Two points for doing it this way. The last code chunk suffices for your answer, doing it this way. While you’re figuring out what to do, you should probably do the pivot-longer and then see what to do next, but it’s fine to hand in just the code chunk with the two commands in it.

(c) (2 points) Make a suitable graph of the three columns (not including row) in your final dataframe.

These columns are yeast, temperature, and height (as I called them; you can use your own names), two categorical and one quantitative, so a grouped boxplot is called for. To make that, choose one of your categorical variables to be x and the other is fill (or colour); the quantitative variable is y:

ggplot(bread_long, aes(x = yeast, y = height, fill = temperature)) + geom_boxplot()

There are three different values of yeast and only two of temperature, so I put yeast on the \(x\)-axis. It seems better to me to make the best use of the “real-estate” on the \(x\)-axis: there is lots of room for categories there, but having more than a few colours is difficult to sort out.

Having said that, for this question (with only three and two categories), I have no objection if you have three colours:

ggplot(bread_long, aes(fill = yeast, y = height, x = temperature)) + geom_boxplot()

This graph was not so hard to draw once you had the data laid out properly. (This is often the case: most of the work is tidying the data.) I don’t think you could draw the graph at all with the data laid out as it originally was.

Extra: assuming that a bigger height is better, it is best to use more yeast and a lower temperature. The layout of the graphs suggests that a lower temperature is better for any amount of yeast, and more yeast is better at any temperature. That is to say, there is no evidence of an interaction between temperature and yeast (if you think of this as an example of a two-way ANOVA). Further evidence of this is that the three sets of two graphs (or the two sets of three graphs, depending which way you drew it) are more or less parallel to each other, indicating that the effect of one variable does not depend on the level of the other one.

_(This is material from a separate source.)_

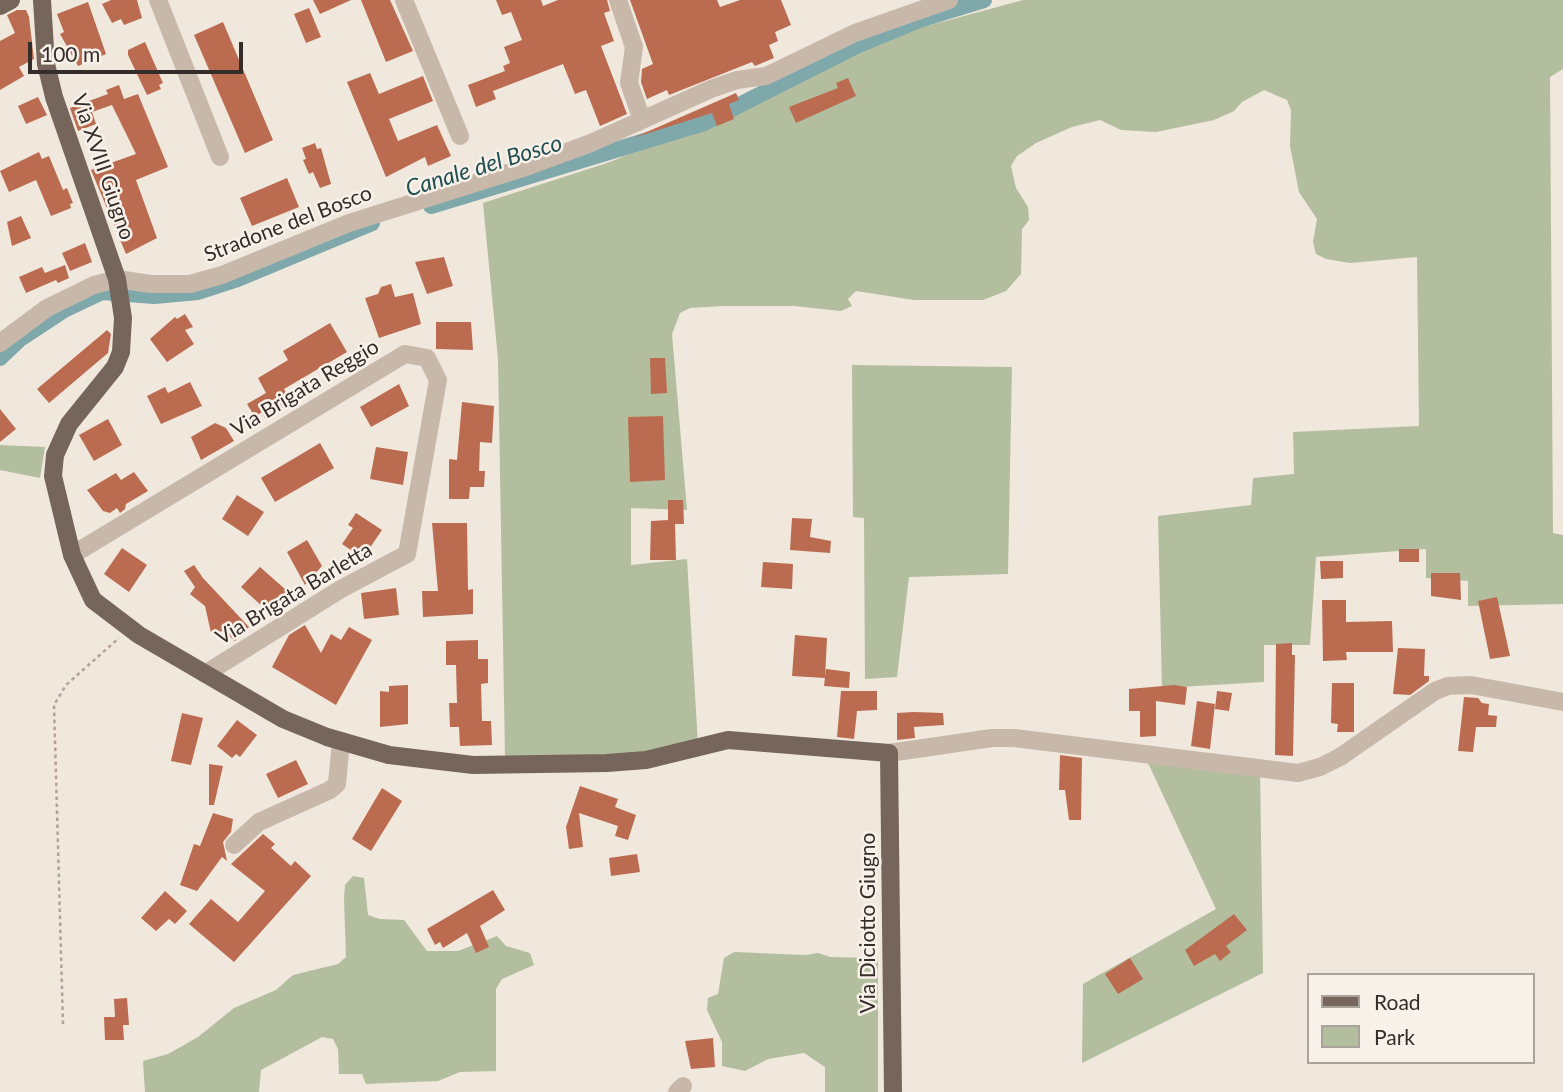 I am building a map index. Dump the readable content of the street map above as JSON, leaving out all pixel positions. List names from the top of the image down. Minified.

2 American Community Survey

The American Community Survey is a huge sample survey that addresses many aspects of American communities. The data in http://ritsokiguess.site/datafiles/acs4.txt, in aligned columns, contain estimates of the total housed population (that own or rent a place to live), the total number of renters, and the median rent, in two US states. The column called error contains standard errors of the estimates (obtained using methods like the ones in STAC53). The states are identified by name and number, the latter in the column geoid.

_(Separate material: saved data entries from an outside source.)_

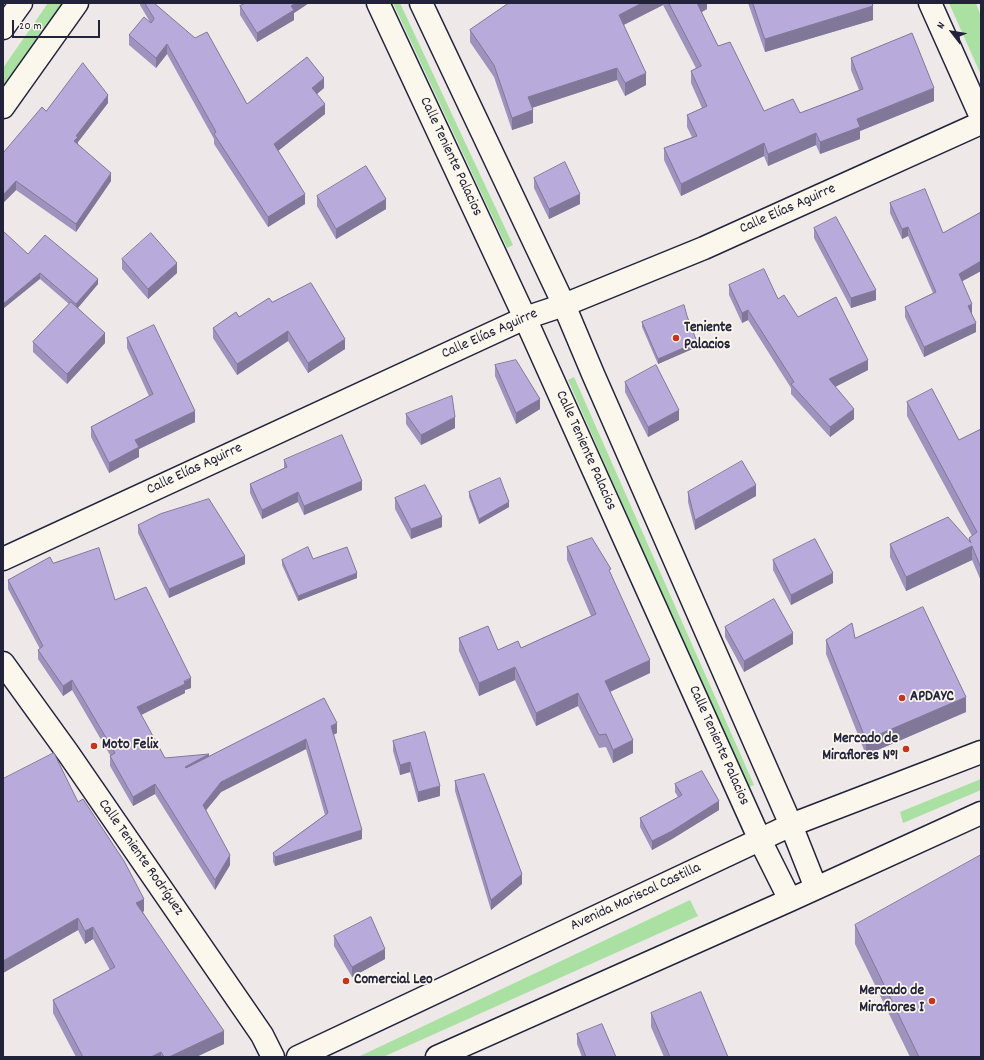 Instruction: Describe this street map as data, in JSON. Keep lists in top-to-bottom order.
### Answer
{
  "streets": {
    "main road": [
      "Calle Teniente Palacios",
      "Calle Elías Aguirre",
      "Calle Teniente Rodríguez",
      "Avenida Mariscal Castilla"
    ]
  },
  "crossings": [
    ["Calle Teniente Palacios", "Calle Elías Aguirre"],
    ["Calle Teniente Palacios", "Avenida Mariscal Castilla"]
  ],
  "places": [
    "Teniente Palacios",
    "APDAYC",
    "Moto Felix",
    "Mercado de Miraflores N°1",
    "Comercial Leo",
    "Mercado de Miraflores I"
  ],
  "scale_bar": "20 m",
  "north": "top left"
}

(a) (1 point) Read in and display the data.

There are only six rows and five columns, so you should see it all when you display your dataframe. The .txt on the end of the file should clue you in that there is something non-standard going on here; the question says “aligned columns”, so read_table is what you need, instead of the usual read_csv:

library(tidyverse)
my_url <- "http://ritsokiguess.site/datafiles/acs4.txt"
acs <- read_table(my_url)

── Column specification ────────────────────────────────────────────────────────
cols(
  geoid = col_character(),
  name = col_character(),
  variable = col_character(),
  estimate = col_double(),
  error = col_double()
)
acs

That looks good.

(b) (2 points) Create columns containing the values in estimate for each of the three items in variable. (That is to say, you should get three new columns; the names of those new columns are the items in variable.) This first attempt will probably give you six rows (we discuss why in the next part).

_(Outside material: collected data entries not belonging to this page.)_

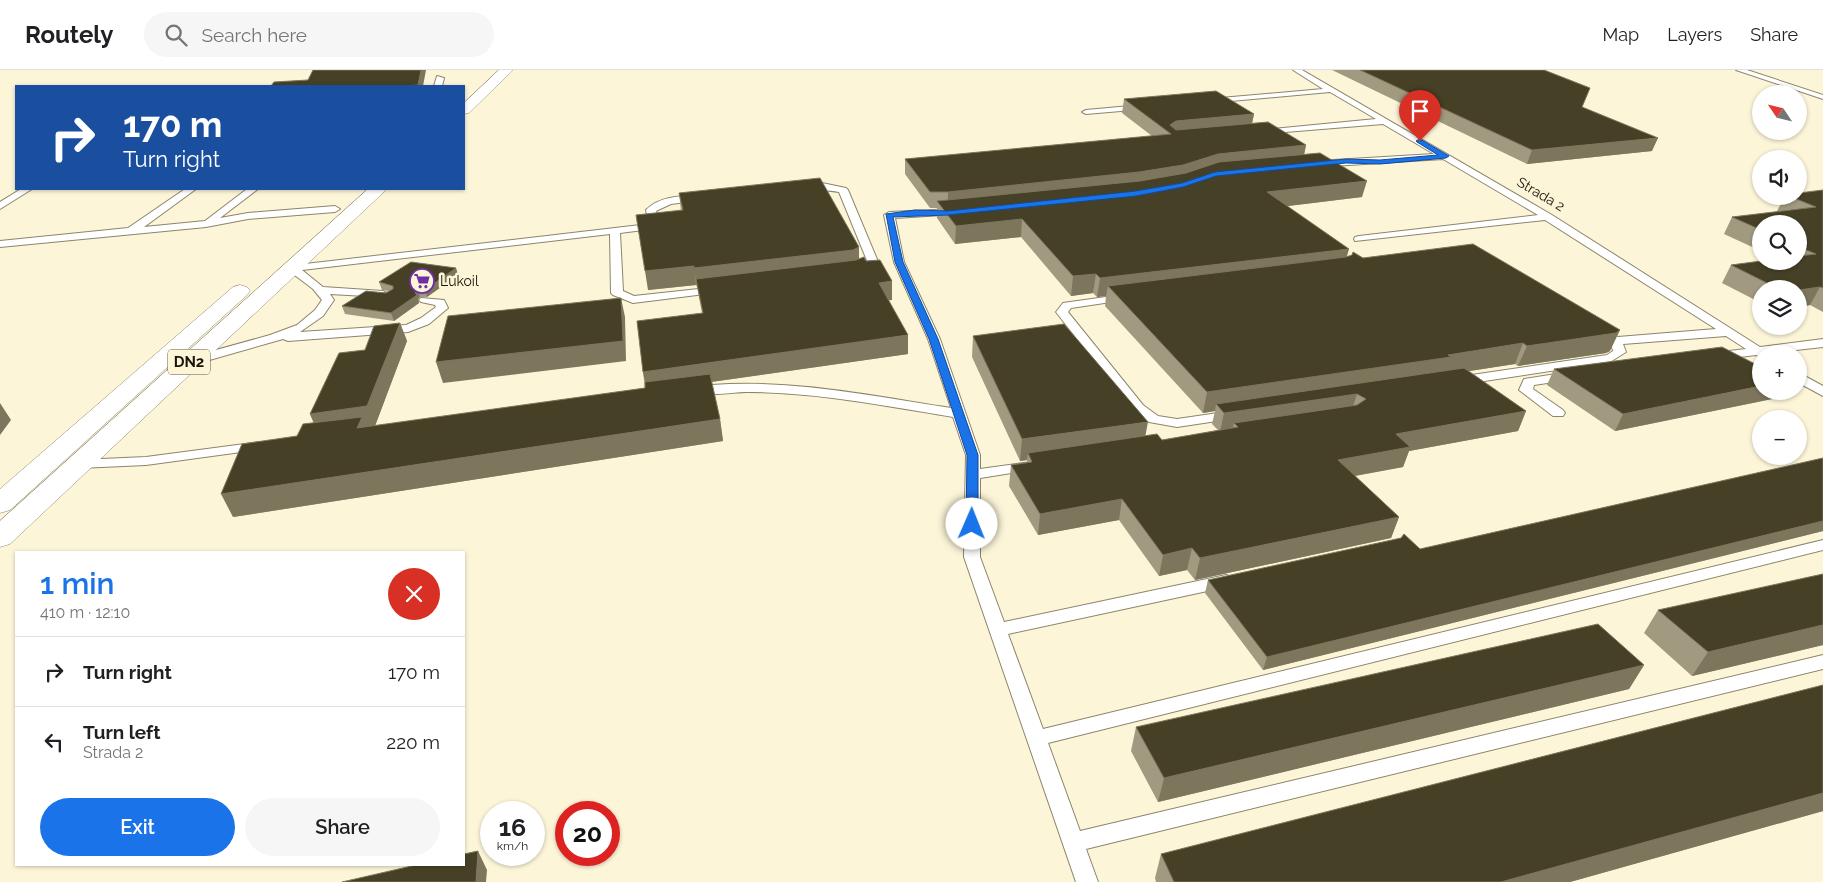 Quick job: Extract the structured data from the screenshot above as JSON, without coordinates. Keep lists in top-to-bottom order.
{
  "streets": {
    "highway": ["DN2"],
    "lane": ["Strada 2"]
  },
  "places": {
    "supermarket": ["Lukoil"]
  },
  "north": "top left",
  "page": {
    "header": "Routely",
    "search": "Search here",
    "nav": ["Map", "Layers", "Share"],
    "map_buttons": ["+", "−"],
    "turn": ["170 m", "Turn right"],
    "heading": ["1 min", "410 m · 12:10"],
    "list": [
      {
        "name": "Turn right",
        "value": "170 m"
      },
      {
        "name": "Turn left",
        "note": "Strada 2",
        "value": "220 m"
      }
    ],
    "buttons": ["Exit", "Share"],
    "speed": "16 km/h",
    "limit": "20"
  }
}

Run pivot_wider exactly as you would guess:

acs %>% pivot_wider(names_from = variable, values_from = estimate)

This looks weird, but it is the correct answer for this part. We are about to discuss why it came out this way.

(c) (2 points) Explain briefly why your output in the previous part came out as it did.

You are probably wondering where those missing values came from (or, why we didn’t get two rows, one for each state). We got the right columns (the values in the estimate column got distributed over the three new columns, which is correct). The problem is the rows. To think about what happened, let’s look back at the original data:

acs

and the code that we ran above:

acs %>% pivot_wider(names_from = variable, values_from = estimate)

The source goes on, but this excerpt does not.